Your task: All lines from the one containing "min</h1><p>80 m ·" through the end of the entries below should appear in the answer exactly, with no others.

(Records from a data source)
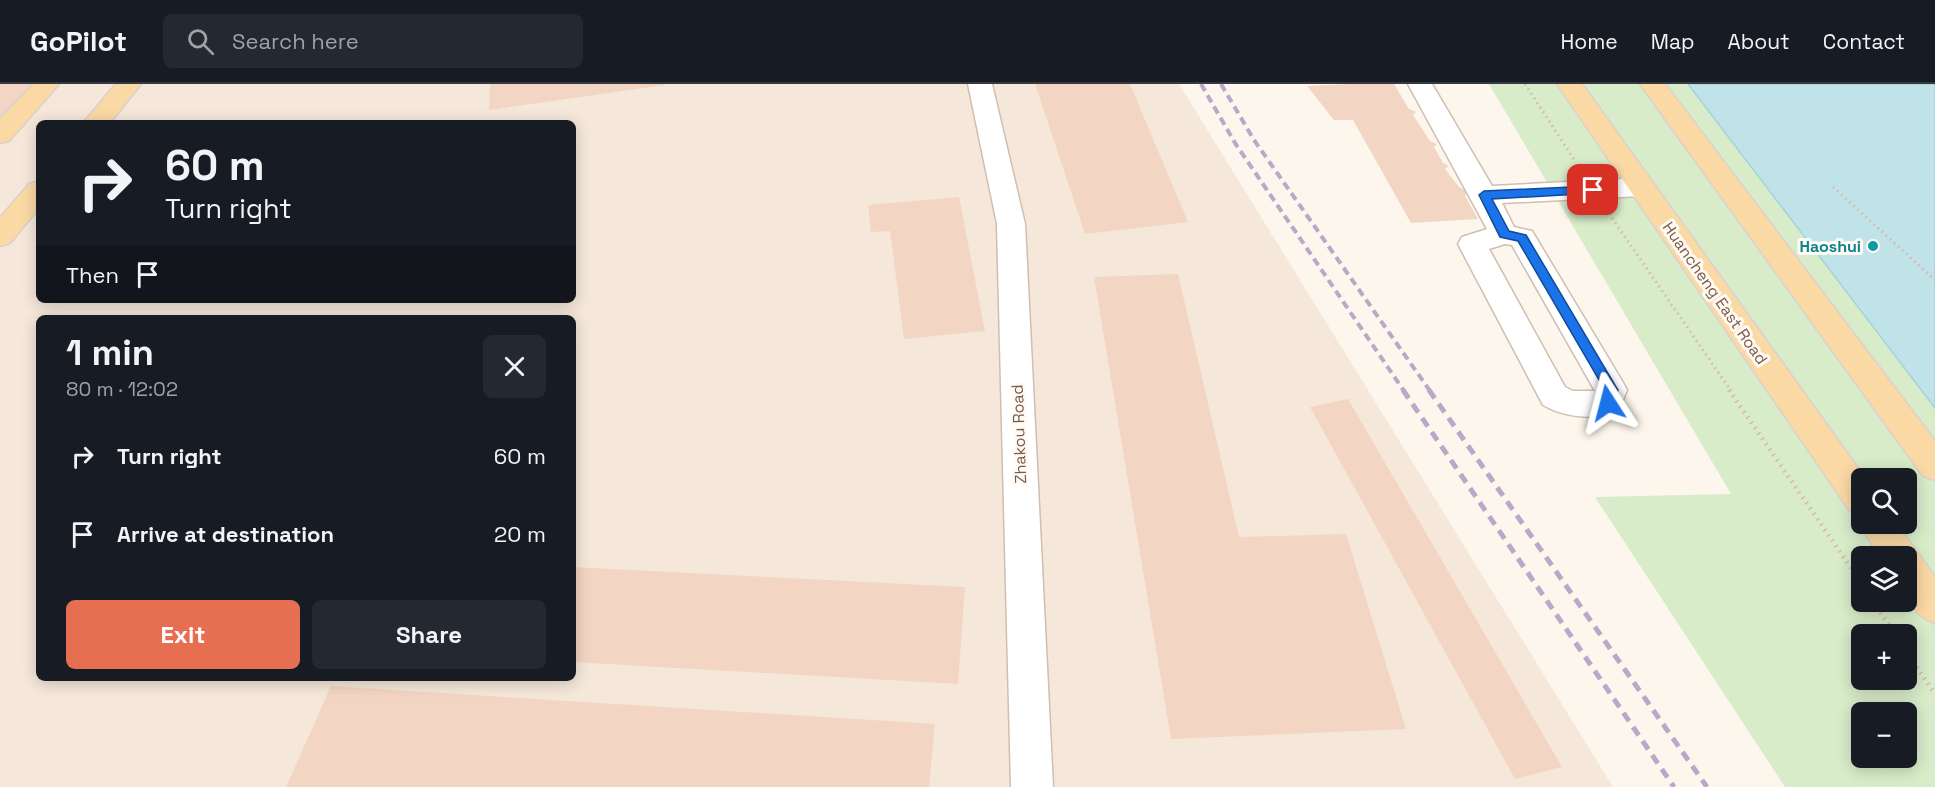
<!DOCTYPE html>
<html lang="en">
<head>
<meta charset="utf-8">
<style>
	body { margin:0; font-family:"Space Grotesk",sans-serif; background:#242831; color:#f1f3f6; height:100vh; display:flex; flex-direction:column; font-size:22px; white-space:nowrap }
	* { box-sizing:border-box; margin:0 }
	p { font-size:20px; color:#9ea1a6 }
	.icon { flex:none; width:33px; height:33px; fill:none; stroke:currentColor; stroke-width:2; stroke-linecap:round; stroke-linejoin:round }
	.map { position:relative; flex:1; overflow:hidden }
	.details { position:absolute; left:36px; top:231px; width:540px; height:366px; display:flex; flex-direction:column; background:#171b24; border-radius:9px; box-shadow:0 3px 15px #0003 }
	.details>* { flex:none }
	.guide { position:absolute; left:36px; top:36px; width:540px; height:183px; border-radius:9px; box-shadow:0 3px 15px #0003; background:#171b24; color:#f1f3f6; overflow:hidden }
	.tools { position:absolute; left:1851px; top:384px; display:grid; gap:12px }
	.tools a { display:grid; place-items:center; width:66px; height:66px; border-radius:9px; background:#171b24; box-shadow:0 3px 15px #0003; font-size:30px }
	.pin { position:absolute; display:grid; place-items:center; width:51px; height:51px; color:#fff; margin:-26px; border-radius:12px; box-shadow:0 3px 9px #0006 }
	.me { position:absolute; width:66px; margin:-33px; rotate:351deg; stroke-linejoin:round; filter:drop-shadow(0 0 4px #0008) }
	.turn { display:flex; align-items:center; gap:21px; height:126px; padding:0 30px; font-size:27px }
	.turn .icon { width:78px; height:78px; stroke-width:2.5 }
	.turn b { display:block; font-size:42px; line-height:51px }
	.then { display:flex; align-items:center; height:57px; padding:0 30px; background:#0003; gap:12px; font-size:22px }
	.round { display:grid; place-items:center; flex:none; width:63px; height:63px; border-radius:9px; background:#242831 }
	.overview { display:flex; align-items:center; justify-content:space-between; height:102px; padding:0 30px }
	h1 { font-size:36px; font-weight:600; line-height:45px }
	.button { display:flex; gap:12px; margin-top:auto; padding:12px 30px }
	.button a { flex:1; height:69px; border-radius:9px; background:#e76f51; color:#fff; font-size:24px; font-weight:600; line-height:69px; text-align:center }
	.button a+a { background:#242831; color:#f1f3f6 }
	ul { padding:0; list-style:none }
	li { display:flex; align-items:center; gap:18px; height:78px; padding:0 30px }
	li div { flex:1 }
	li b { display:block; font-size:22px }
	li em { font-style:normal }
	header { display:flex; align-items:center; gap:36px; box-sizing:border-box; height:84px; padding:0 30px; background:#171b24; border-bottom:2px solid #363941 }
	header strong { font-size:28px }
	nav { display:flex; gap:33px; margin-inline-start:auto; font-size:21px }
	.search { width:420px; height:54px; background:#242831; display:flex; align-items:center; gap:15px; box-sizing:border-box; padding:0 21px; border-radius:9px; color:#9ea1a6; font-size:22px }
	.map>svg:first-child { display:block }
	.residential { fill:#f5e8da; fill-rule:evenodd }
	.green { fill:#d8ecc9; fill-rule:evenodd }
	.water { fill:#bfe3e8; stroke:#a5d3da; stroke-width:1.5 }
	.building { fill:#f3d5c3 }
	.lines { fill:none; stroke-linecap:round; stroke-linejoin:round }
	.minor-casing { stroke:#d1beb0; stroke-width:3 }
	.major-casing { stroke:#dad1cd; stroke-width:3 }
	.path-far1 { stroke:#d9b8a5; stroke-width:3; stroke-dasharray:1.5 4; stroke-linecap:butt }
	.path { stroke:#d9b8a5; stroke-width:4.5; stroke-dasharray:1.5 5; stroke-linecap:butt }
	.minor { fill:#fff; fill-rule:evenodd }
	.major { fill:#fbd9a5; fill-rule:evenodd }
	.rail-far1 { stroke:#b9a8c9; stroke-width:4; stroke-dasharray:8 5; stroke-linecap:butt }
	.rail { stroke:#b9a8c9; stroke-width:5; stroke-dasharray:10 7; stroke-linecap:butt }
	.route { fill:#1a73e8; stroke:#114b97; stroke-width:1.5 }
	.culture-dot { fill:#0f9aa8; stroke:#fffaf3; stroke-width:2 }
	.labels { text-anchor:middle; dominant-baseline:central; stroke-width:6; stroke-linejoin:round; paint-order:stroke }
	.culture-label { font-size:16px; font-weight:bold; fill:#0d838f; stroke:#fffaf3; text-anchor:end }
	.street-label { font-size:16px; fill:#7a5c4d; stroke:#fffaf3 }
</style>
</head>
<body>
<header>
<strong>GoPilot</strong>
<div class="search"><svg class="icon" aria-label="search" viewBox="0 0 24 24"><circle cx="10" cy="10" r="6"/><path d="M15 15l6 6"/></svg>Search here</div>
<nav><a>Home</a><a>Map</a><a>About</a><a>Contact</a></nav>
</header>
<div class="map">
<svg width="1935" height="703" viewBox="0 0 1935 703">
	<rect width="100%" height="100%" fill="#fdf6ec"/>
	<path class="residential" d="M0,0h1179l434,703h-1613zM39,39h534v177h-534zM39,234h534v360h-534z"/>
	<path class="green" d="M1489,0h199l247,324v379h-150l-190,-290 136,-3zM1862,394h44v46h-44zM1862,472h44v46h-44zM1862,550h44v46h-44zM1862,628h44v46h-44z"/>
	<path class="water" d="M1688,0h247v324z"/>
	<path class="building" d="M0,0h31l-31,33z
		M490,0h174v1l-175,25z
		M1035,0h95l58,138 -103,12z
		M1349,0h45l15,25 7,3 -3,3 17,26 7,3 -3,3 9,16 6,3 -4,3 14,18 8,4 -2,5 13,23 -67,4 -58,-103h-19l-27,-34z
		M959,113l26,134 -81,8 -14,-108 -19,1 -3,-27z
		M1178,190l61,263 107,-3 60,195 -235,10 -77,-462z
		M1348,315l214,368 -47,12 -205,-372z
		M573,483l392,20 -7,97 -385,-22z
		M331,602l604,38 -6,63h-643z"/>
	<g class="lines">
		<defs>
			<path id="minor" d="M968,0h24l33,140 28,563h-42l-14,-563z
				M1408,0h24l60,102 149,-8 10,3 4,6 -4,6 -10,3 -139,7 12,24 18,4 90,150 5,9 -9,22c-25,8 -52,6 -75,-7l-85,-161 4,-7 25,-8zM1505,160l7,1 83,146h-22l-8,-4 -76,-138z"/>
			<path id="major" d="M33,0h26l-50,57 -9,2v-24z
				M116,0h25l-31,39h-27z
				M1557,0h25l283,394h-3v37l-12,-4z
				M1640,0h25l270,357v39l-12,-4z
				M39,97v27l-29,35 -10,3v-28l29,-34z
				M1862,436v4h35l38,53v46c-32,-12 -29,-37 -29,-67h-26l-21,-32z"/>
		</defs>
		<use href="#minor" class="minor-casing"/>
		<use href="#major" class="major-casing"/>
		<path class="path-far1" d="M1525,0l50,77
			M1833,103l102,93
			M1612,134l119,173"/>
		<path class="path" d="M1729,306l133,194
			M1873,518l22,32
			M1906,567l29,43"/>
		<use href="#minor" class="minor"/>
		<use href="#major" class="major"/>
		<path class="rail-far1" d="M1201,0l34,59 169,248
			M1221,0l33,56 176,251"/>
		<path class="rail" d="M1403,306l271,397
			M1429,306l278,397"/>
	</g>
	<path class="route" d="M1593,102l4,1v6l-105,6 17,32 17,4 90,152 2,3 -6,17 -4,2 -7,-6 4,-13 -87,-149 -18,-4 -21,-42 5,-4z"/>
	<circle class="culture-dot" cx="1873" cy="162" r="6"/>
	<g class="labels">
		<g class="culture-label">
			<text x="1861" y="162">Haoshui</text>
		</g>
		<g class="street-label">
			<text transform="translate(1715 209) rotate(55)">Huancheng East Road</text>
			<text transform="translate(1019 350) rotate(-92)">Zhakou Road</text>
		</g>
	</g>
</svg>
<div class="tools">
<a><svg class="icon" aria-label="search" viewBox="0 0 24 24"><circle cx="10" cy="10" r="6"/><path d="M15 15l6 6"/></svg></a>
<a><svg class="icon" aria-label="layers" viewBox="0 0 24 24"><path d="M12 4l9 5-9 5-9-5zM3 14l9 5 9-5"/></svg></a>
<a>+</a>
<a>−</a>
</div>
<div class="pin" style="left:1593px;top:106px;background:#d93025"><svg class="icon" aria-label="arrive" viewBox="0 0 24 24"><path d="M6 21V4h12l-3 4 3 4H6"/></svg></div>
<svg class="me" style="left:1608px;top:319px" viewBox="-20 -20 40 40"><path d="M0-17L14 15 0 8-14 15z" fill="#1a73e8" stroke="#fff" stroke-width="4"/></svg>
<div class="guide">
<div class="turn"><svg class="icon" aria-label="right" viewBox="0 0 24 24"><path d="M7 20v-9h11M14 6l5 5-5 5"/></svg><div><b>60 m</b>Turn right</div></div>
<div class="then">Then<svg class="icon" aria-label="arrive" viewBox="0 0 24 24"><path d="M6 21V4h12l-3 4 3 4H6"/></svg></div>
</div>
<section class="details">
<div class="overview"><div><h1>1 min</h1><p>80 m · 12:02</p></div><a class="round"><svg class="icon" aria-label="close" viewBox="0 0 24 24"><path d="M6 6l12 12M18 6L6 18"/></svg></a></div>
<ul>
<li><svg class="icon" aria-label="right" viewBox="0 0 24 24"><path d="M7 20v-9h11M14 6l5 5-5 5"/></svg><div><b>Turn right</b></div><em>60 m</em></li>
<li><svg class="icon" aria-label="arrive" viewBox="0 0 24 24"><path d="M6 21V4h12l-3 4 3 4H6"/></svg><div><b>Arrive at destination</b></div><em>20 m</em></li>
</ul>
<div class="button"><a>Exit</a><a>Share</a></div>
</section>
</div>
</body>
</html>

Answer box:
<div class="overview"><div><h1>1 min</h1><p>80 m · 12:02</p></div><a class="round"><svg class="icon" aria-label="close" viewBox="0 0 24 24"><path d="M6 6l12 12M18 6L6 18"/></svg></a></div>
<ul>
<li><svg class="icon" aria-label="right" viewBox="0 0 24 24"><path d="M7 20v-9h11M14 6l5 5-5 5"/></svg><div><b>Turn right</b></div><em>60 m</em></li>
<li><svg class="icon" aria-label="arrive" viewBox="0 0 24 24"><path d="M6 21V4h12l-3 4 3 4H6"/></svg><div><b>Arrive at destination</b></div><em>20 m</em></li>
</ul>
<div class="button"><a>Exit</a><a>Share</a></div>
</section>
</div>
</body>
</html>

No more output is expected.